Skip to content
  • Eric Dumazet's avatar
    vxlan: keep original skb ownership · 8f646c92
    Eric Dumazet authored
    
    
    Sathya Perla posted a patch trying to address following problem :
    
    <quote>
     The vxlan driver sets itself as the socket owner for all the TX flows
     it encapsulates (using vxlan_set_owner()) and assigns it's own skb
     destructor. This causes all tunneled traffic to land up on only one TXQ
     as all encapsulated skbs refer to the vxlan socket and not the original
     socket.  Also, the vxlan skb destructor breaks some functionality for
     tunneled traffic like wmem accounting and as TCP small queues and
     FQ/pacing packet scheduler.
    </quote>
    
    I reworked Sathya patch and added some explanations.
    
    vxlan_xmit() can avoid one skb_clone()/dev_kfree_skb() pair
    and gain better drop monitor accuracy, by calling kfree_skb() when
    appropriate.
    
    The UDP socket used by vxlan to perform encapsulation of xmit packets
    do not need to be alive while packets leave vxlan code. Its better
    to keep original socket ownership to get proper feedback from qdisc and
    NIC layers.
    
    We use skb->sk to
    
    A) control amount of bytes/packets queued on behalf of a socket, but
    prior vxlan code did the skb->sk transfert without any limit/control
    on vxlan socket sk_sndbuf.
    
    B) security purposes (as selinux) or netfilter uses, and I do not think
    anything is prepared to handle vxlan stacked case in this area.
    
    By not changing ownership, vxlan tunnels behave like other tunnels.

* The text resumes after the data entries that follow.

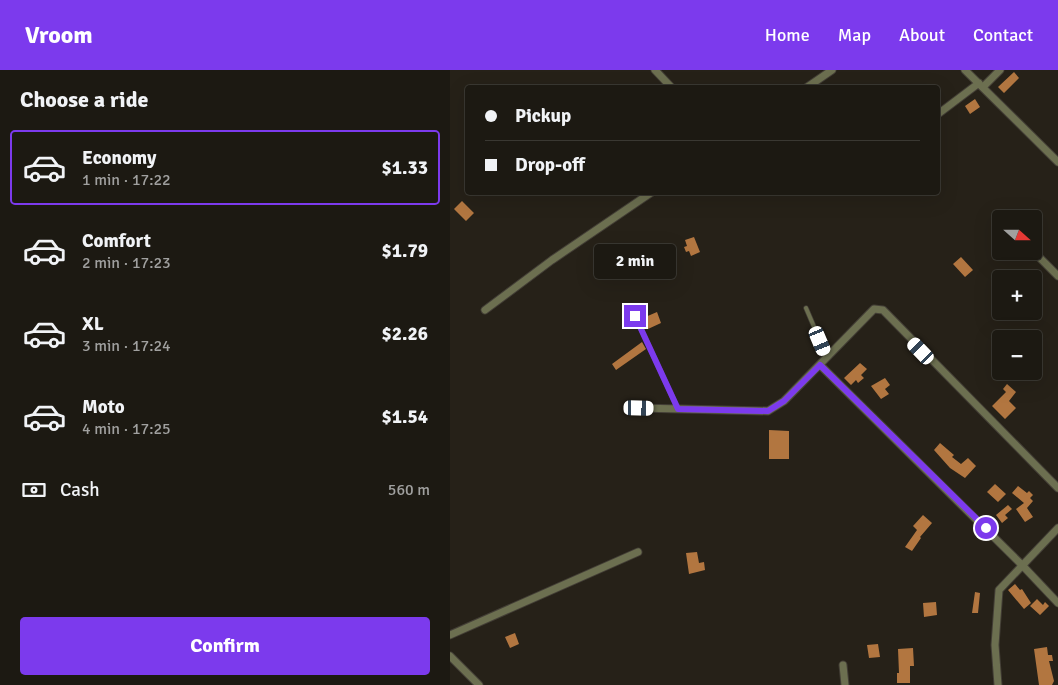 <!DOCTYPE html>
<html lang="en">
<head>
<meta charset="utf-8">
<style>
  body { margin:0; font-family:Signika,sans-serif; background:#292620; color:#f1f3f6; height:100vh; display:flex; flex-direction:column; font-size:19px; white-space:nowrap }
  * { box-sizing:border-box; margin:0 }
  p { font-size:16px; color:#a0a09f }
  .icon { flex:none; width:28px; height:28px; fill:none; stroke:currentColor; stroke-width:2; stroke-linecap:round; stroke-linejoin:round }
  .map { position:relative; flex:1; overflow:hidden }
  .sheet { display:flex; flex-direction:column; background:#1c1912; width:450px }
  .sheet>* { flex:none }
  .guide { position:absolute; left:15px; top:15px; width:475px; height:110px; border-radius:5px; box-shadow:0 5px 20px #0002,0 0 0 1px #3a3832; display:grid; align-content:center; height:110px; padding:0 20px; background:#1c1912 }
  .needle { width:32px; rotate:111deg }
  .tools { position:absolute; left:542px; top:140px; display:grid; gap:10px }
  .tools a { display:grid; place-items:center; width:50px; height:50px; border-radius:5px; background:#1c1912; box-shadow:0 5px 20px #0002,0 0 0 1px #3a3832; font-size:25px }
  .end { position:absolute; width:22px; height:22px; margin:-11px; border:6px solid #7c3aed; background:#fff; box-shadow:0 0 0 2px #fff }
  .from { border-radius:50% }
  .bubble { position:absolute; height:35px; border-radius:5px; background:#1c1912; box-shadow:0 5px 20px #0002,0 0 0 1px #3a3832; font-size:16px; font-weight:800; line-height:35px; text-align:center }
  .car { position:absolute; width:15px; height:30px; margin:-15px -8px; border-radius:6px; box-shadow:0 0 4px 1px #0007; background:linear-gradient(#fff 24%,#345 0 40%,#fff 0 76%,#345 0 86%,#fff 0) }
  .guide b { display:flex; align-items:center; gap:18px; height:48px; font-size:19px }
  .guide b+b { border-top:1px solid #3a3832 }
  .guide i { width:12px; height:12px; background:#f1f3f6 }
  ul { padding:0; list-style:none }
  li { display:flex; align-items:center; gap:15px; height:75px; margin:0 10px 8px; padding:0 10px; border:2px solid transparent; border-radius:5px }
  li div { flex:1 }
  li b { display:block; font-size:19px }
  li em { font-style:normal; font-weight:800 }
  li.current { border-color:#7c3aed }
  li>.icon { width:45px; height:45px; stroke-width:1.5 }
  h2 { padding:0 20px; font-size:22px; line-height:60px }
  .pay { display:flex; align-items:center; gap:12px; height:55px; padding:0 20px; font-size:19px }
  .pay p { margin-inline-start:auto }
  .cta { display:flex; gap:10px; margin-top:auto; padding:10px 20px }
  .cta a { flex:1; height:58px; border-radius:5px; background:#7c3aed; color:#fff; font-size:20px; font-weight:800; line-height:58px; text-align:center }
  header { display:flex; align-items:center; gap:30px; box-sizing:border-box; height:70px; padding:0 25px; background:#7c3aed; color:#fff }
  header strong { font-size:24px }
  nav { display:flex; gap:28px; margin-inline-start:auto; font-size:18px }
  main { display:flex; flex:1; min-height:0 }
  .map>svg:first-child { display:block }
  .building { fill:#b27640 }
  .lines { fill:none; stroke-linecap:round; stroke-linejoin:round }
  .lane-casing { stroke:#433e36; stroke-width:5.5 }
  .street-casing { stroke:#433e36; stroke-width:9 }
  .lane { stroke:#6c6f50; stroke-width:4 }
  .street { stroke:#6c6f50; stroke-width:7 }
  .route { stroke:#7c3aed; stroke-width:6 }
</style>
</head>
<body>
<header>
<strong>Vroom</strong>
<nav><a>Home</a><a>Map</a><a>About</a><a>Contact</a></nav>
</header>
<main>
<section class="sheet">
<h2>Choose a ride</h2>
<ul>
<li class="current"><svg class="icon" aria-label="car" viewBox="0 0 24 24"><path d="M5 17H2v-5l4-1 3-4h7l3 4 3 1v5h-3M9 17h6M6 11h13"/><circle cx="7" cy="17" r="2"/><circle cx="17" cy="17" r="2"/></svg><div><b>Economy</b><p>1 min · 17:22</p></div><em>$1.33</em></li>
<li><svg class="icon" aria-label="car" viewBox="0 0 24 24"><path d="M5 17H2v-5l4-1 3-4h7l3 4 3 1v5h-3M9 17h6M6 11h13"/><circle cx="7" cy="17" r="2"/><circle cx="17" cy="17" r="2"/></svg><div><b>Comfort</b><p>2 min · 17:23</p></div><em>$1.79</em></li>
<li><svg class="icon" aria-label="car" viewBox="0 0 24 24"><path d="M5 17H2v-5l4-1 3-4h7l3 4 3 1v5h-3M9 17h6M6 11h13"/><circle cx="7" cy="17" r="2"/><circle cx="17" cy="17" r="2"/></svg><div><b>XL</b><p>3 min · 17:24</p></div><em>$2.26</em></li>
<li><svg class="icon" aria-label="car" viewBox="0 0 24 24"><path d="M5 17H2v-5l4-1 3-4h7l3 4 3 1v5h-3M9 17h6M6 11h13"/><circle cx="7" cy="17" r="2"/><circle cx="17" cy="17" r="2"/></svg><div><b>Moto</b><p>4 min · 17:25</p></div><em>$1.54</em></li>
</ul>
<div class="pay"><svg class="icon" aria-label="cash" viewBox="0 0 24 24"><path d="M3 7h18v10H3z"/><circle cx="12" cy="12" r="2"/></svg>Cash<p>560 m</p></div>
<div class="cta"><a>Confirm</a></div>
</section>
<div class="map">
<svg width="608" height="615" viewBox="0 0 608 615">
  <rect width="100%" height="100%" fill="#262118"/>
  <path class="building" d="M 564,2 L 569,8 L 554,23 L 548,17 Z
    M 525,29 L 530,37 L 520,44 L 515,36 Z
    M 12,131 L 24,143 L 16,151 L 4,139 Z
    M 244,167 L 250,182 L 241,186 L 239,181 L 236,182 L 234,177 L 237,176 L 235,170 Z
    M 185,185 L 190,195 L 180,200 L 176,190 Z
    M 511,187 L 523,200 L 515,207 L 503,194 Z
    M 207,242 L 211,253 L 198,259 L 193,248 Z
    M 192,272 L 196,279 L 166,300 L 162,294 Z
    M 410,293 L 417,299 L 411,305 L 414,308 L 408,313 L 406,310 L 401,315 L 394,308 Z
    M 435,308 L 440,315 L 435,319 L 439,324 L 431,329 L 421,316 Z
    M 557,314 L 566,322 L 559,331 L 566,338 L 555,349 L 542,336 L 556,322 L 553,319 Z
    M 319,360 L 339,361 L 339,389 L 319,389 Z
    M 490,373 L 504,385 L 502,387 L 511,394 L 518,388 L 526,396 L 515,408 L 500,398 L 484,380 Z
    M 545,414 L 556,424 L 548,432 L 537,422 Z
    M 568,416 L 577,423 L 579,421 L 583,425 L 580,428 L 583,431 L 577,438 L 583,447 L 575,452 L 566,439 L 574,433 L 562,423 Z
    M 558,435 L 562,439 L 555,445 L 558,448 L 552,453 L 546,445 Z
    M 473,445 L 482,453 L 470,467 L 471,468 L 462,481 L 455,477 L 467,460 L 463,456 Z
    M 247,482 L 249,493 L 254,492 L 255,500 L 239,504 L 236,483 Z
    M 565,514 L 570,520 L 572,519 L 581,533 L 574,539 L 558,520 Z
    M 525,522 L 530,523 L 528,543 L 522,543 Z
    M 587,529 L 593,535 L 595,532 L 599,536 L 590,545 L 580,536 Z
    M 486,532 L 487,545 L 474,547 L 473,533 Z
    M 65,563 L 69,574 L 60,578 L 55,567 Z
    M 428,574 L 430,587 L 419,588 L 417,575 Z
    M 597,577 L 598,585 L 602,585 L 603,591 L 599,591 L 604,611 L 602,615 L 589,615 L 584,579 Z
    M 463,578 L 464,596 L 460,596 L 460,613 L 447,613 L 447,603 L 449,603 L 448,579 Z"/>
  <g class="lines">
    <defs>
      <path id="lane" d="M 356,238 L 377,287
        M 185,246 L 228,339"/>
      <path id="street" d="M 205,0 L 222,18
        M 515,0 L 608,92
        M 533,17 L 550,0
        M 356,18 L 382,0
        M 488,44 L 529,13
        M 583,181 L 608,206
        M 35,240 L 102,190 L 202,122
        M 370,295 L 572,495 L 608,533
        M 189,338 L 318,341 L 334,331 L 424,239 L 433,240 L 608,418
        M 0,565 L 188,482
        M 0,586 L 29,615
        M 393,595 L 395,615
        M 548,615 L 545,575 L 549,520 L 608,458"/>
    </defs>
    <use href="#lane" class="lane-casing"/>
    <use href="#street" class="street-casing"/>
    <use href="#lane" class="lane"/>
    <use href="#street" class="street"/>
  </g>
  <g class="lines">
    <path class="route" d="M 185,246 L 228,339 L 318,341 L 334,331 L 370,295 L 536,458"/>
  </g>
</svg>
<div class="tools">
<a><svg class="needle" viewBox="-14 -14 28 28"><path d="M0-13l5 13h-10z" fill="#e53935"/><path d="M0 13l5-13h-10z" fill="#a0a09f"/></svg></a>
<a>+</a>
<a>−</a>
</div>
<i class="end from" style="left:536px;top:458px"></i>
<i class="end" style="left:185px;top:246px"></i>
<div class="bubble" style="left:144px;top:174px;width:82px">2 min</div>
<i class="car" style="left:370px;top:271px;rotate:157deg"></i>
<i class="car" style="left:471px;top:281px;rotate:316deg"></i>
<i class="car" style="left:189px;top:338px;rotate:91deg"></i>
<div class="guide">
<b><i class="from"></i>Pickup</b>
<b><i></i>Drop-off</b>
</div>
</div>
</main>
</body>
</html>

    As Stephen mentioned, we might do the same change in L2TP.
    
    Reported-by: default avatarSathya Perla <sathya.perla@emulex.com>
    Signed-off-by: default avatarEric Dumazet <edumazet@google.com>
    Cc: Stephen Hemminger <stephen@networkplumber.org>
    Signed-off-by: default avatarDavid S. Miller <davem@davemloft.net>
    8f646c92